Такой умысел был, но, как верно замечают Н. Муравьев и Лунин, он не входил в программу «тайного союза». «В частных разговорах и в настоящих совещаниях, некоторые члены могли излагать неправильные мнения или даже предаваться порыву страстей. На этих-то изъявлениях комиссия и основывается, чтобы приписать тайному союзу предположения о цареубийстве. Надлежит, однако ж, взять в уважение, что союз, не имея понудительной власти, не мог подлежать ответственности за временные отклонения некоторых его членов. Притом главные действователи принуждены были иногда для виду уступать страстям, возникавшим в союзе, чтобы направить его к высокой цели своей. Тайный союз не мог ни одобрять, ни желать покушений на царствующие лица, ибо таковые предприятия даже под руководством… не приносят у нас никакой пользы и несовместимы с началами, которые союз огласил и в которых заключалось все его могущество. Союз стремился водворить в отечестве владычество законов, дабы навсегда отстранить необходимость прибегать к средству, противному и справедливости, и разуму. Обвинение в помысле на цареубийство основано лишь на отдельных изречениях, случайных разговорах и на мечтаниях расстроенных умов».[609]
Насколько Рылеев предавался порыву своих страстей в обсуждении этих планов, – можно установить с достаточной ясностью по его показаниям на суде.
Мысль о цареубийстве возникла еще в конце царствования Александра Павловича и затем, после его смерти, метила в его брата.

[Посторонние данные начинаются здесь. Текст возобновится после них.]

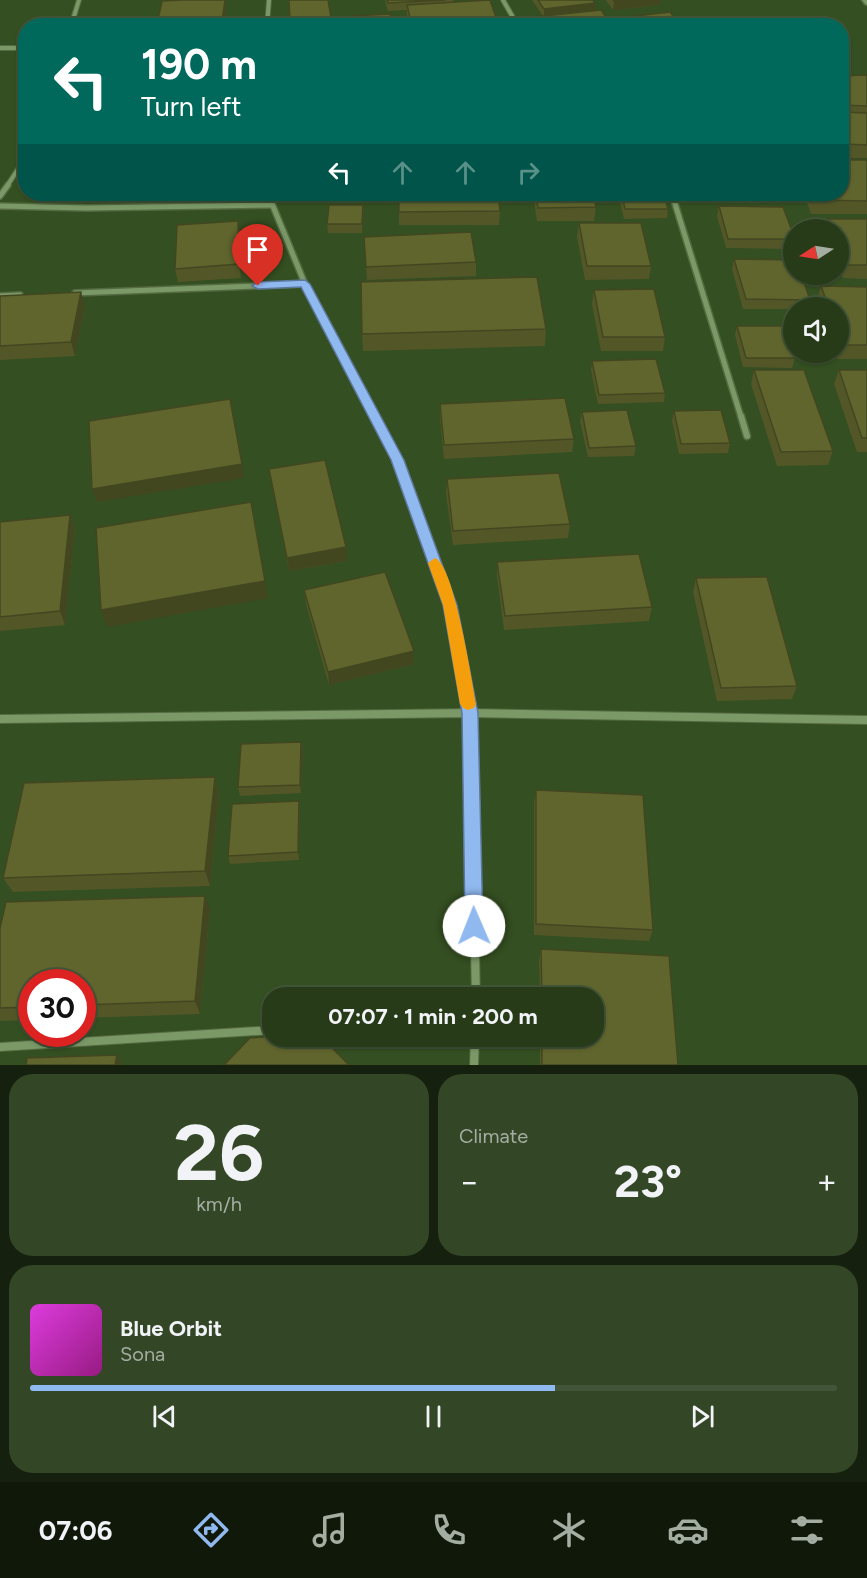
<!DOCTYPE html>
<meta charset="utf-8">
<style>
:root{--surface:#273b19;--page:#334626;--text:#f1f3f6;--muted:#a4ada2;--line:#435538;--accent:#90b9f0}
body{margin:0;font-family:Figtree,sans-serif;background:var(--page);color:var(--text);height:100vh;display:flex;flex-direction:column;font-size:22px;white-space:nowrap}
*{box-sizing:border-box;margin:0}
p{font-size:20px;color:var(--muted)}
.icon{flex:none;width:33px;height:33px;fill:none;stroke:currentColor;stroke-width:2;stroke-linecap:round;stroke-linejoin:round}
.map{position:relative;height:1065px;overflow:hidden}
.details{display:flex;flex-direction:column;gap:9px;padding:9px;background:#15200e;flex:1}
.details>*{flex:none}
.hud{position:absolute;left:18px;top:18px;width:831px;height:183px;border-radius:24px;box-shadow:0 2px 4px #0004,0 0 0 2px var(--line);background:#00695c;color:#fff;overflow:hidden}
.needle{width:39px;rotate:258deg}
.buttons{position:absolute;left:783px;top:219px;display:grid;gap:12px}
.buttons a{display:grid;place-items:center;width:66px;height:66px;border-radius:50%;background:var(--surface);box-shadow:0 2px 4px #0004,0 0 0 2px var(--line);font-size:30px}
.speed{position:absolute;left:18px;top:969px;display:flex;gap:12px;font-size:30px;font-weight:700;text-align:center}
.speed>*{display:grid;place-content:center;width:78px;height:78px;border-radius:50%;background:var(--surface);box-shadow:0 2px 4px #0004,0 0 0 2px var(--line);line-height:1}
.speed .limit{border:9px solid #d22;background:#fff;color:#111}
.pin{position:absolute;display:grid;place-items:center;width:51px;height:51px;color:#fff;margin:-62px -26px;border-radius:50% 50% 50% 0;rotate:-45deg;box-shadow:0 0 6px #0007}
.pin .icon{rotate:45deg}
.me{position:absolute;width:66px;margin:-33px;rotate:359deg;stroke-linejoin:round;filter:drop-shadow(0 0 4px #0008)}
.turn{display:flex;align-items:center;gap:21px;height:126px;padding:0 24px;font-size:27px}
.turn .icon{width:78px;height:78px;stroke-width:2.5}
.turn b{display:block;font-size:42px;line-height:51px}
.lanes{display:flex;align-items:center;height:57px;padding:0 24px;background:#0003;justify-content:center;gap:30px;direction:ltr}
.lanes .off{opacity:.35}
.big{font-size:45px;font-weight:700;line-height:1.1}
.details .card{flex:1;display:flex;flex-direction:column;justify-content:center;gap:9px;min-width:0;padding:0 21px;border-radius:24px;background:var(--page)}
.details .dial{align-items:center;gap:0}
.dial b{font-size:78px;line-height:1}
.song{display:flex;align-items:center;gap:18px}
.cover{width:72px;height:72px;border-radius:9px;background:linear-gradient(135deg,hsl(300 70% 55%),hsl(310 70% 35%))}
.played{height:6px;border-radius:3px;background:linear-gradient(90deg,var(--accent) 65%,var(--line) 65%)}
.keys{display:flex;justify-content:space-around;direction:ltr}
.heat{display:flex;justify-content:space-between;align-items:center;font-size:33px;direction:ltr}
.details .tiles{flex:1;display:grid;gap:9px;grid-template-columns:1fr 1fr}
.card:last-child{grid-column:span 2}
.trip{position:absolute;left:262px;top:987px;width:342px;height:60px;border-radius:24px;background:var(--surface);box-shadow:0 2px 4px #0004,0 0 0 2px var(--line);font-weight:700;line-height:60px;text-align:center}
.dock{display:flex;height:96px;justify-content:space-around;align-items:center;background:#10180a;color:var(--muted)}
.dock .icon{width:42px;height:42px}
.dock .current{color:var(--accent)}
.dock b{font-size:27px;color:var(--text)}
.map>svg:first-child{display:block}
</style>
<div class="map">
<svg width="867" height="1065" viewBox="0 0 867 1065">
<rect width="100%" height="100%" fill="#344f21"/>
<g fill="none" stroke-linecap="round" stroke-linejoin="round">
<g stroke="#546a41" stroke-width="6">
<g id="street-far3">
<polyline points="503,0 518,26"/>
<polyline points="71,26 79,0"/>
<polyline points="267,26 269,0"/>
<polyline points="0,48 26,48"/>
<polyline points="7,186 26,157"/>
</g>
</g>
<g stroke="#546a41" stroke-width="8">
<g id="street-far2">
<polyline points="268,194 305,284 375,417"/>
<polyline points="672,194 741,417"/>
<polyline points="0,196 8,185"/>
<polyline points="0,206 86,208 271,205"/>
<polyline points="75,293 305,284"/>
<polyline points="0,296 20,295"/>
</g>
</g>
<g stroke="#546a41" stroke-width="9">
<g id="street-far1">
<polyline points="375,416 398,460 450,605 469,706"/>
<polyline points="741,416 747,436"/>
</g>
</g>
<g stroke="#546a41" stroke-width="10">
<g id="street">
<polyline points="468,704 470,713 867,720"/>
<polyline points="0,719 470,713 476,998"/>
<polyline points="0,1047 273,1030"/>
<polyline points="474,1065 475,1036"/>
</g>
</g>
<g stroke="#546a41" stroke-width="3">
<polygon id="secondary" points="862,0 867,0 867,5 865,4"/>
</g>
<use href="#street-far3" stroke="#7b9867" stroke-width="4"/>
<use href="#street-far2" stroke="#7b9867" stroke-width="5"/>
<use href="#street-far1" stroke="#7b9867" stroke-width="6"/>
<use href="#street" stroke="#7b9867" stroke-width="8"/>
<use href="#secondary" fill="#7b9867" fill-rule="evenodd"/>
</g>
<g fill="#535728">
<polygon points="162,0 225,0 226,11 225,26 158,26"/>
<polygon points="289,0 328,0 331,26 291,26"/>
<polygon points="385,0 453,0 453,2 498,23 498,26 409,26 407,17 407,10 388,11"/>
<polygon points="532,0 593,0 595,3 595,11 607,26 534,26 534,17 543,16"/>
<polygon points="606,0 661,0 660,5 613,10"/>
<polygon points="636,16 681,26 636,26 635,24"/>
<polygon points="867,75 867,158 842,158 842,76"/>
<polygon points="867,160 867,214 811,214 804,194 842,194"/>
<polygon points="399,194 500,211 499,225 399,225"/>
<polygon points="533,194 593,194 596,207 594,221 537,221"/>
<polygon points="618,194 664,194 668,209 667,218 624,219"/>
<polygon points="705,194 774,194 772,203 707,203"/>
<polygon points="363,205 364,214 362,233 328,233 327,224"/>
<polygon points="719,206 794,236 794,244 792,249 726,248 717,216"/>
<polygon points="829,219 867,219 867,279 843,278 838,267 838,230 826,230"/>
<polygon points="238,221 240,234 241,278 178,282 175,269"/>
<polygon points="579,223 651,266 649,279 585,280 577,237"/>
<polygon points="364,237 476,262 476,276 367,280"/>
<polygon points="734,259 810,300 807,308 794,308 794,309 743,309 732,269"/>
<polygon points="821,286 867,287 867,359 837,359 835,352 838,352 838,308 820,308 817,300"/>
<polygon points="594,290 665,337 663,351 601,351 592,304"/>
<polygon points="0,296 85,306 75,356 0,360"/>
<polygon points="737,326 795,358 792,368 743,367 735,335"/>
<polygon points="546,329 545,346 363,351 362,334"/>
<polygon points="592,361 665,393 664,402 598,404 591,370"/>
<polygon points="754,370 833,451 828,465 777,466 751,384"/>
<polygon points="839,370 867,370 867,452 857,452 834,384"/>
<polygon points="440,404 574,439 572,452 444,459 440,418"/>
<polygon points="674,411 730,443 728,453 679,454 672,421"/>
<polygon points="582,412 636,446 634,456 588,457 580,421"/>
<polygon points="269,469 347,561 289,571"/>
<polygon points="447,479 570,524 568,538 453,545 446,493"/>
<polygon points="70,515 75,529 65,625 0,631 0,522"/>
<polygon points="497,562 652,607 649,621 504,630 497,576"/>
<polygon points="696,578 797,686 792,699 717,701 693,592"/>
<polygon points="304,590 414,664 329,685 306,604"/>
<polygon points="301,742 303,750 301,793 240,796 238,787"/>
<polygon points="215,777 219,793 210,886 13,892 3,878"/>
<polygon points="536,790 653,930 649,941 534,935 534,802"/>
<polygon points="300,809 299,860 230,864 228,856"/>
<polygon points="210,910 200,1014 82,1018 82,982 32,982 32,1020 0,1021 0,928"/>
<polygon points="541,949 678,1065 540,1065 540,1036 594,1036 594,998 540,998 539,960"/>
</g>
<g fill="#434720">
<polygon points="225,0 226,11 225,26 223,26 222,22"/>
<polygon points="629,0 661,0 660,5 613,10 614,1"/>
<polygon points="595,3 595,11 544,17 544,9"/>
<polygon points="608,20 607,26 550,26"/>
<polygon points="363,205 364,214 362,233 362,224"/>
<polygon points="238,221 240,234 241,278 239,264"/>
<polygon points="81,292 85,306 75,356 71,342"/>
<polygon points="242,464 244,478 97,502 92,489"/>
<polygon points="70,515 75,529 65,625 60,611"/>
<polygon points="346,547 347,561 289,571 287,558"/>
<polygon points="265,581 268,598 107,627 101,610"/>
<polygon points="414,651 414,664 329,685 328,672"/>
<polygon points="301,742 303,750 301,793 300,785"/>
<polygon points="215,777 219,793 210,886 205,871"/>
<polygon points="299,801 300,809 299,860 298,852"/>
<polygon points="205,896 210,910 200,1014 195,1001"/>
<polygon points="117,1055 123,1064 122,1065 115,1065"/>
</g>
<g fill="#60652e" stroke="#434720" stroke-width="1.5">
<polygon points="182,0 225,0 222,22 157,24 162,1"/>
<polygon points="289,0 328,0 331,18 290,20"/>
<polygon points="387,0 445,0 388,3"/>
<polygon points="490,0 498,23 446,26 412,26 407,5"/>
<polygon points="538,0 593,0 595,3 544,9"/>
<polygon points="613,0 629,0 614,1"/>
<polygon points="601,10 608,20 550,26 540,26 534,17"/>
<polygon points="670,12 681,26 644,26 636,16"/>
<polygon points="390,14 393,26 352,26 351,16"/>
<polygon points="867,75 867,106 842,105 842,76"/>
<polygon points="842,112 867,113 867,145 842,144"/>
<polygon points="842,160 867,160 867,201 815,200 813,194 842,194"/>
<polygon points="399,194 498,194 500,211 399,212"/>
<polygon points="536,194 593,194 596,207 538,208"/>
<polygon points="622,194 664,194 668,209 625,209"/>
<polygon points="329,205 363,205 362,224 327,224"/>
<polygon points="719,206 783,207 794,236 794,239 728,239"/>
<polygon points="829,219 867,219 867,265 847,265 838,242 838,230 834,230"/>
<polygon points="238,221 239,264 175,269 177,225"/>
<polygon points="579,223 641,223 651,266 587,266"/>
<polygon points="471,232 476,262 366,267 364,237"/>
<polygon points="734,259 794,260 794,274 801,274 810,300 746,299"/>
<polygon points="537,277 546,329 362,334 361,282"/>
<polygon points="821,286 867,287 867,345 842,345 838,335 838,308 829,308"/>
<polygon points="654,289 665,337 603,337 594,290"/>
<polygon points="81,292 71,342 0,346 0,296"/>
<polygon points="737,326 785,326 795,358 746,358"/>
<polygon points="656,359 665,393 599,395 592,361"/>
<polygon points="754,370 804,370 833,451 781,452"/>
<polygon points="839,370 867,370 867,438 862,438"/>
<polygon points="565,398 574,439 444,445 440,404"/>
<polygon points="230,399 242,464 92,489 89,421"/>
<polygon points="627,410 636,446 589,448 582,412"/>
<polygon points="721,410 730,443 681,444 674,411"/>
<polygon points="325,460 346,547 287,558 269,469"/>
<polygon points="559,473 570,524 453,531 447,479"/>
<polygon points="251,502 265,581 101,610 96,528"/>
<polygon points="70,515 60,611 0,617 0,522"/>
<polygon points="639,554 652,607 505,616 497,562"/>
<polygon points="385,572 414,651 328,672 304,590"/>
<polygon points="767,577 797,686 721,688 696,578"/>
<polygon points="301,742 300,785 238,787 241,744"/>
<polygon points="215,777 205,871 3,878 24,783"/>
<polygon points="536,790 643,795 653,930 536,924"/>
<polygon points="299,801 298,852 228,856 232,804"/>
<polygon points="205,896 195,1001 82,1005 82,982 32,982 32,1007 0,1008 0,928 6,902"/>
<polygon points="541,949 669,956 678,1065 542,1065 542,1036 594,1036 594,998 542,998"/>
<polygon points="277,1036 320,1036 349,1065 224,1065 250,1038"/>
<polygon points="117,1055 115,1065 26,1065 27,1058"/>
</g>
<polygon fill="#90b9f0" stroke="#5e789c" stroke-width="1.5" points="305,280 310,284 404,460 457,605 478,713 483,926 481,932 474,935 468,932 465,926 462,713 443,605 391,460 301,287 258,289 252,286 258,282"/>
<path fill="#f59e0b" d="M435,558C454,564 472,681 476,704L474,708L468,710L463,708L460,704L443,605L428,563Z"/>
</svg>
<div class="buttons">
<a><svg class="needle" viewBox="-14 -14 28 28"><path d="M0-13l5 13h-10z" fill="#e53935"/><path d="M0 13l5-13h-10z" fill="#a4ada2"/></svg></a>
<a><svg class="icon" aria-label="sound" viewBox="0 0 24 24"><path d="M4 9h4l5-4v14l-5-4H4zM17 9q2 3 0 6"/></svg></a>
</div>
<div class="speed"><div class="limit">30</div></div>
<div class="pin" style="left:258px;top:286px;background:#d93025"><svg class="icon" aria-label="arrive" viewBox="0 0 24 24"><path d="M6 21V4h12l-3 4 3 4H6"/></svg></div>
<svg class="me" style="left:474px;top:926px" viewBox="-20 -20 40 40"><circle r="19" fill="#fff"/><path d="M0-13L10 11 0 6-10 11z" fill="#90b9f0"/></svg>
<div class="trip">07:07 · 1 min · 200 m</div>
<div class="hud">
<div class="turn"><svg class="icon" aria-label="left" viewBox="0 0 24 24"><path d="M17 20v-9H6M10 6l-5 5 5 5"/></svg><div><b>190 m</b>Turn left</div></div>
<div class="lanes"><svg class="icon" aria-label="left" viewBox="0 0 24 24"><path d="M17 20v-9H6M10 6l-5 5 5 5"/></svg><svg class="icon off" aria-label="ahead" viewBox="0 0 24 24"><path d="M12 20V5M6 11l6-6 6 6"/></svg><svg class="icon off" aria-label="ahead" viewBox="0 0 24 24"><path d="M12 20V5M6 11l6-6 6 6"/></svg><svg class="icon off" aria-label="right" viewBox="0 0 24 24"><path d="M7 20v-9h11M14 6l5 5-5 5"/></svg></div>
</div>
</div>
<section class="details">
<div class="tiles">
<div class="card dial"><b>26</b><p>km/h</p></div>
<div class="card"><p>Climate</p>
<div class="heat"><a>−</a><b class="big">23°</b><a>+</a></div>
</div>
<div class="card">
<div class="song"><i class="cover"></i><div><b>Blue Orbit</b><p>Sona</p></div></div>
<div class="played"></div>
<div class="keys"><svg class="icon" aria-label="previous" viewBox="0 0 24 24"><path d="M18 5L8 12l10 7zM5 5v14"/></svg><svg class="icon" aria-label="pause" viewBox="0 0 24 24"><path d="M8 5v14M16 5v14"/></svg><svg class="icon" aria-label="next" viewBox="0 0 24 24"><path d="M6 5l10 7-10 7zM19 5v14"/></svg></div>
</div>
</div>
</section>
<nav class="dock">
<b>07:06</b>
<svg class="icon current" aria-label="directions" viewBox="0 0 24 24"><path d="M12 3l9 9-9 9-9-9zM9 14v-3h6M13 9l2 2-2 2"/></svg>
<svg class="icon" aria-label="music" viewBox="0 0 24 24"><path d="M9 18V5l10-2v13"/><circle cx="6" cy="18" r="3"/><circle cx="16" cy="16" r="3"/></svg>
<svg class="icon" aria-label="phone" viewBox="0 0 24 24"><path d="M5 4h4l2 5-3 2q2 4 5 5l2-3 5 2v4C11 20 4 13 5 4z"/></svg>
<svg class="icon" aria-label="climate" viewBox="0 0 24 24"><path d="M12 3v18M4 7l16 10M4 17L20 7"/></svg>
<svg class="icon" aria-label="car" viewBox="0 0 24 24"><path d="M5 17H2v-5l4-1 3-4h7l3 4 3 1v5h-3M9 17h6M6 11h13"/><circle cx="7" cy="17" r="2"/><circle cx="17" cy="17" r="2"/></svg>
<svg class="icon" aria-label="filters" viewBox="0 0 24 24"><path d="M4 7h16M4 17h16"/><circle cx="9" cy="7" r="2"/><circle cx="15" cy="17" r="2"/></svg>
</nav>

Зародилась она, кажется, в южном обществе и была сообщена членам северного, большинство которых с нею согласилось. Согласившиеся находили удобнее привести эту мысль в исполнение отдельным заговором, как бы вне общества, и для сего хотели составить отдельную партию, под названием «Une cohorte perdue», и поручить оную подполковнику Лунину. Среди согласных на эту меру был и Рылеев. В этом, по крайней мере, его обвиняли. Он сам отверг обвинение, сказав, что «обо всем этом, может быть, говорено было до вступления в общество или на тех совещаниях, на которых он не участвовал». О cohorte perdue он никогда ни от кого ничего не слышал. Едва ли, однако, Рылеев в данном случае говорил правду, – не слышать о бесспорно существовавшем проекте он не мог, но что он не одобрял его вначале, на это есть прямые указания.